Может, паук, которого перестали гнать из избы, забрался под сорочку, захотел свить в ложбинке между грудями паутину, и бегал теперь по ребрам, и щекотал Ольгу.
Может, солнечный луч прямо в глаз попал – так обрадовал, что до хохота.
Может, вспомнилось что.
Может, позабылось.
Разве ж она сумасшедшая?
Вдруг кастрюлю схватила и стала кидать в нее все, что под руку попадется: пакетик чайный, соль, сахар, два сухаря, стакан талой воды, лавровый лист, щепки лыжные, зубную пасту, грязь с половой тряпки и саму тряпку, подумав, тоже в кастрюлю бросила, три капли перекиси водорода, мыла брусок, меха кусок. До вечера все не перечислишь.

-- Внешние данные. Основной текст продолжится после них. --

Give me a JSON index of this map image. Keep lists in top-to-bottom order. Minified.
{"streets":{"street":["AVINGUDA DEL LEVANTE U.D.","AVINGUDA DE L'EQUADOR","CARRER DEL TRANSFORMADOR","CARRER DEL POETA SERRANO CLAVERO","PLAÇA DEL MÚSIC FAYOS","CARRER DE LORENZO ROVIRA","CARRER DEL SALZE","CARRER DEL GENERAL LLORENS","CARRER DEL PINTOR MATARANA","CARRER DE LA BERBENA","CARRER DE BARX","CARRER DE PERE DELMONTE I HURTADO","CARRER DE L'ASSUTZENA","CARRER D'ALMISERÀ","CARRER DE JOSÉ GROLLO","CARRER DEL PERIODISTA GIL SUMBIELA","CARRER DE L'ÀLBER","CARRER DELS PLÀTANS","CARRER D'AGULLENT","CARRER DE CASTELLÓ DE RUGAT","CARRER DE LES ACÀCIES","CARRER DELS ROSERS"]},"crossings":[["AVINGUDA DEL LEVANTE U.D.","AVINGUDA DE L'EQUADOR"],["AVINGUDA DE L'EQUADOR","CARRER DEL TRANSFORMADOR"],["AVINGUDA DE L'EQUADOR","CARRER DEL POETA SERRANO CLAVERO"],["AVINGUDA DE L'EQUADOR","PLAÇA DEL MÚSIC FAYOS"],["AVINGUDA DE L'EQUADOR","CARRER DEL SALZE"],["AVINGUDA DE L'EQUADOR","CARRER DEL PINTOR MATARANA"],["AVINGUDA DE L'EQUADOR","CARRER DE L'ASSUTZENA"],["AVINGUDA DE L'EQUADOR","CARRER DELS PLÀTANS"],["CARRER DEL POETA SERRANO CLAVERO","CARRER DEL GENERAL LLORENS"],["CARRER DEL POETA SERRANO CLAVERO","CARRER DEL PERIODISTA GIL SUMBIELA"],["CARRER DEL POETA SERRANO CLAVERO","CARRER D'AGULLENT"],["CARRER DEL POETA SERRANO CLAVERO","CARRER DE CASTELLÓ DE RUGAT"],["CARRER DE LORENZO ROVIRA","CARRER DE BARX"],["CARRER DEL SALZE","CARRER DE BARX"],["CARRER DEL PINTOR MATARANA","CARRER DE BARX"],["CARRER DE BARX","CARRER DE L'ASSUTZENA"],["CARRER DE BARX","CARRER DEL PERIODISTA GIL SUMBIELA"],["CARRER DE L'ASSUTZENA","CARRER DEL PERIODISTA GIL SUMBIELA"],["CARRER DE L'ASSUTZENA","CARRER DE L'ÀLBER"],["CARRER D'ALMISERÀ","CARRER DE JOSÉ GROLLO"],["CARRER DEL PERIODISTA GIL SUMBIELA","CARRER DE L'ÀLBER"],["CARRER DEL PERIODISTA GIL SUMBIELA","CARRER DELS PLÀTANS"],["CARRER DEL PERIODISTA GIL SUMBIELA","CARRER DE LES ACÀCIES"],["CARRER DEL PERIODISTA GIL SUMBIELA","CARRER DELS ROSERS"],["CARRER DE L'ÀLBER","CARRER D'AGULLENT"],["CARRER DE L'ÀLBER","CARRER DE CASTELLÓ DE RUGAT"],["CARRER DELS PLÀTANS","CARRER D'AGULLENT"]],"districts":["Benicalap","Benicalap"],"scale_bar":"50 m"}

Поставила кастрюлю на печь.
– Суп будет, – провозгласила.
Стояла да помешивала.
Разве ж она помешалась сама?
Может, детство вспомнила, когда на суп все подряд шло, и за два дубовых листочка у дворового повара можно было целую тарелку (лист лопуха) такого супа купить. Хорошо же было, отчего б не вспомнить.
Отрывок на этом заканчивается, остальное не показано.